November 2023: John Pudner, president, Take Back Our Republic Action Fund

Thirty-five people attended the November 6 meeting of Fox Valley Initiative, held at Freedom Project Academy in Appleton, to hear a presentation by John Pudner, president of Take Back Our Republic Action Fund. He addressed several aspects of election integrity — including a couple interesting stories about election fraud in other states — and made the case for a special type of ranked choice voting known as Final Five Voting.

 

Note: For those of you interested in hearing more about Final Five Voting, Pudner will be debating Heather Smith of the MacIver Institute on Tuesday, November 14, at 6:30 p.m. Learn more here. DEBATE CANCELLED

 

And for those of you interested only in the photos, skip to photos here!

Election Fraud: Not a New Problem

Pudner reminded everyone that “Trump was not the first candidate to contest a presidential election result,” although the media seems to have forgotten that fact.

He noted many elections have been riddled with fraud. He provided an example of how to pay people to vote:

A person holding money to pay other people goes in to vote first. He takes a ballot, punches it to register votes for the candidates he wants, but doesn’t turn the ballot in at the counting machine. He steps outside and provides the pre-punched ballot to a person in line who wants to get paid. That person takes the pre-punched ballot and also picks up his own unpunched ballot. He puts the pre-punched ballot into the counting machine and takes the unpunched ballot outside, where he gets his money. The guy with the money punches that ballot, hands it to the next person who wants to get paid for his/her vote, and the cycle continues.

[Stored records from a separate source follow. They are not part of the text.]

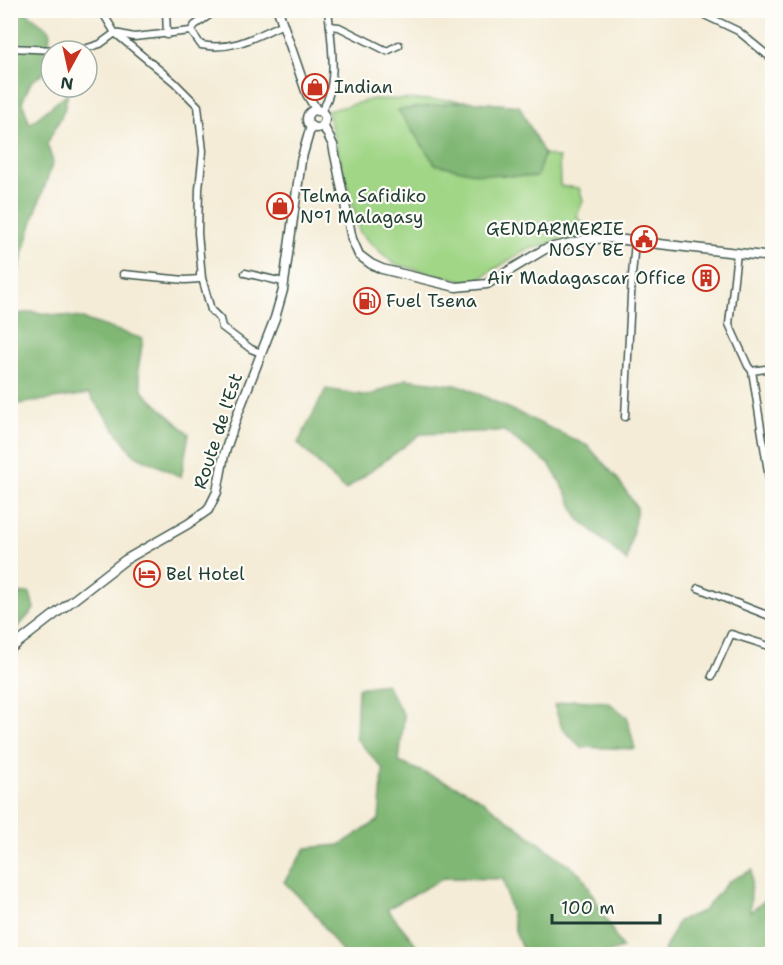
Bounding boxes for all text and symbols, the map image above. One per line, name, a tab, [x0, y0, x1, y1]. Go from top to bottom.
north arrow	[39, 39, 99, 99]
text: N	[59, 72, 75, 95]
shop icon: Indian	[300, 72, 330, 102]
place label: Indian	[334, 75, 393, 99]
place label: Telma Safidiko N°1 Malagasy	[300, 184, 426, 229]
shop icon: Telma Safidiko N°1 Malagasy	[265, 191, 295, 221]
place label: GENDARMERIE NOSY BE	[486, 217, 624, 262]
public building icon: GENDARMERIE NOSY BE	[629, 224, 659, 254]
building icon: Air Madagascar Office	[691, 263, 721, 293]
place label: Air Madagascar Office	[487, 266, 686, 290]
fuel station icon: Fuel Tsena	[352, 286, 382, 316]
place label: Fuel Tsena	[386, 289, 477, 313]
street label: Route de l'Est	[188, 370, 248, 492]
hotel icon: Bel Hotel	[132, 559, 162, 589]
place label: Bel Hotel	[166, 562, 245, 586]
scale bar	[552, 887, 660, 925]
text: 100 m	[561, 896, 615, 920]

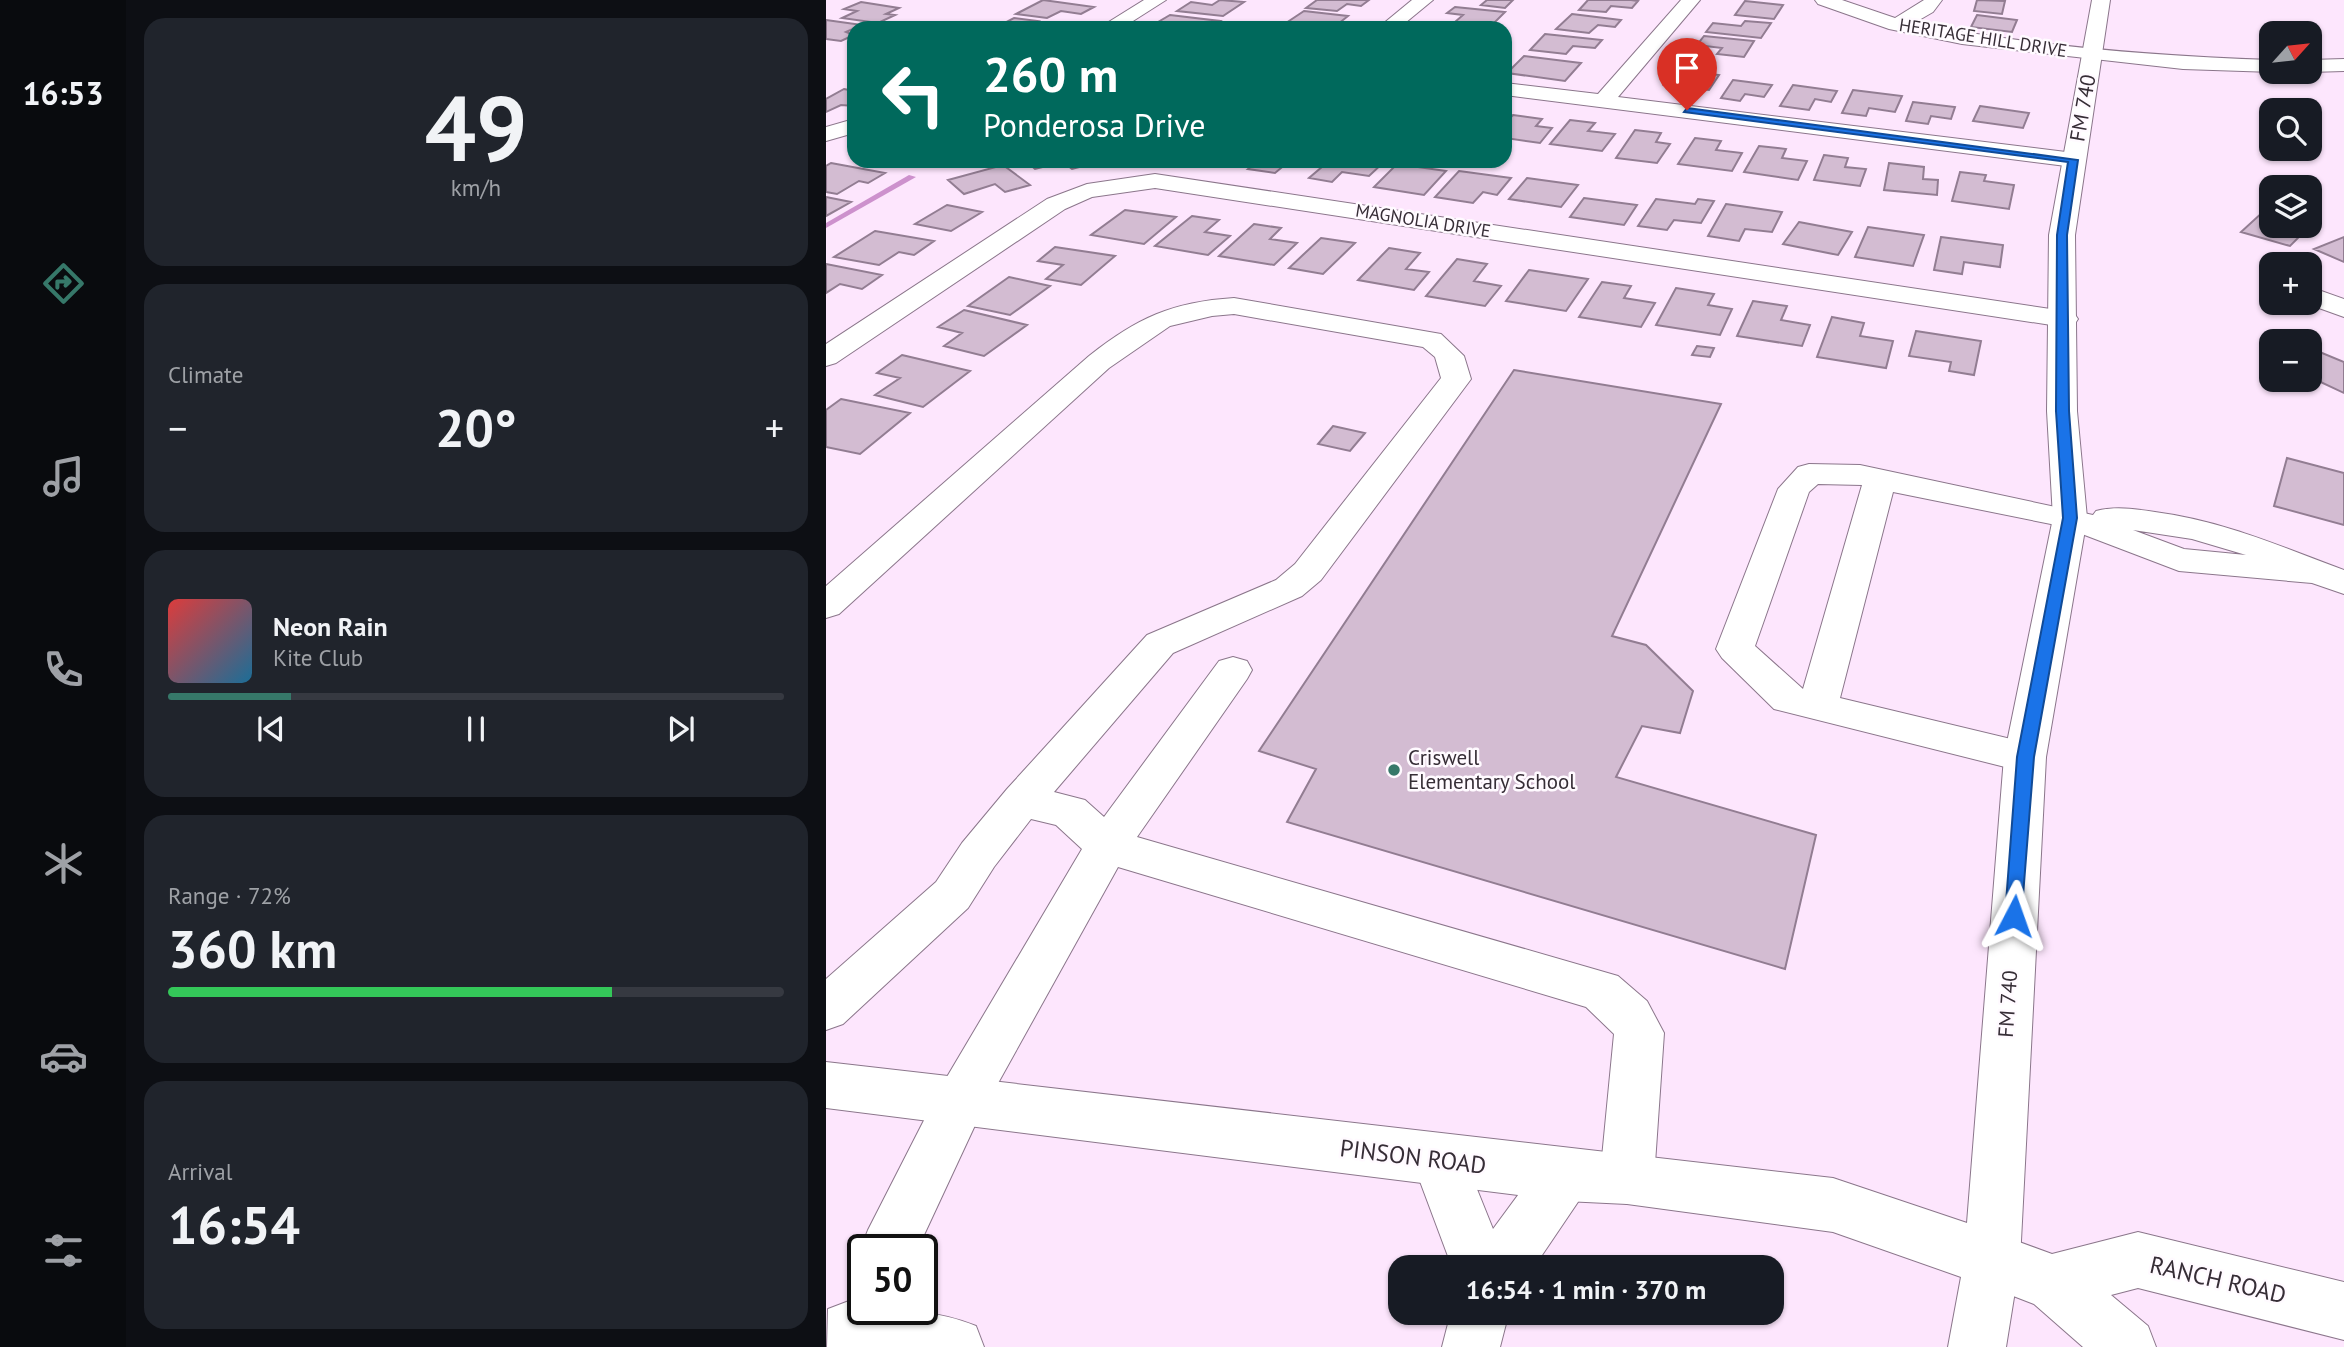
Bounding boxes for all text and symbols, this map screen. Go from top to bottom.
street label: HERITAGE HILL DRIVE [1898,13,2069,62]
north arrow [2259,21,2322,84]
map controls [2259,21,2322,392]
pin [1657,38,1717,110]
text: 260 m [983,42,1118,106]
icon: left [868,49,959,140]
icon: arrive [1668,49,1706,87]
text: 49 [424,68,528,186]
text: 16:53 [22,72,104,114]
street label: FM 740 [2063,72,2102,143]
button: search [2259,98,2322,161]
text: Ponderosa Drive [983,104,1206,146]
text: km/h [451,173,501,202]
button: layers [2259,175,2322,238]
street label: MAGNOLIA DRIVE [1354,198,1492,243]
button: + [2259,252,2322,315]
icon: directions [39,259,88,308]
button: − [2259,329,2322,392]
text: Climate [168,360,243,389]
text: 20° [435,394,517,461]
text: − [168,403,187,452]
text: + [765,403,784,452]
icon: music [39,452,88,501]
text: Neon Rain [273,610,388,643]
text: Kite Club [273,643,363,672]
icon: phone [39,645,88,694]
icon: previous [252,710,290,748]
icon: pause [457,710,495,748]
icon: next [662,710,700,748]
place label: Criswell Elementary School [1408,744,1575,795]
marker: Criswell Elementary School [1386,762,1402,778]
icon: climate [39,839,88,888]
position arrow [1977,879,2051,953]
text: Range · 72% [168,881,291,910]
text: 360 km [168,915,337,982]
street label: FM 740 [1992,969,2023,1039]
icon: car [39,1032,88,1081]
street label: PINSON ROAD [1338,1132,1488,1181]
text: Arrival [168,1157,232,1186]
text: 16:54 [168,1191,300,1258]
icon: filters [39,1226,88,1275]
speed limit sign: 50 [847,1234,938,1325]
street label: RANCH ROAD [2147,1249,2289,1310]
text: 16:54 · 1 min · 370 m [1466,1273,1706,1306]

Pudner also described following vans on election day, noting

you can’t find a van to rent on election day because the Democrat Party has rented them all. A van full of people pulls up at a polling place; everyone climbs out, votes, then gets back into the van ... which moves on to another polling place, where the same people get out and vote again.

He said Wisconsin’s adoption of a voter I.D. law in 2015 solved the problem of Chicago Democrats coming up to Wisconsin and voting.

Pudner said the biggest remaining problem in Wisconsin is same-day voter registration. This especially impacts voting on college campuses, where Democrats knock on dorm-room doors to encourage students to vote even if they’ve voted absentee in their home states. With same-day registration, there’s no way to check whether the student has previously voted at home.

In 2021, a constitutional amendment to authorize same-day voting was on the ballot in New York. That amendment, known as Proposal 3, was defeated, with 56% of voters preferring to keep the state’s 10-day registration rule in place. New York voters also rejected Proposal 4, which would have permitted universal vote-by-mail.

Money Problems

Democrats’ willingness to exploit campaign finance loopholes is also a big problem, Pudner said. He described ActBlue, a pass-through political action committee that raises billions of dollars on behalf of Democrats and left-wing causes. The website prominently features a continuously updated “ticker” that, at the time of this writing, reported more than $12.5 trillion raised through the ActBlue website since its inception in 2004. According to the website, “14,167,137 Democratic donors have saved their payment information with us via an ActBlue Express account.”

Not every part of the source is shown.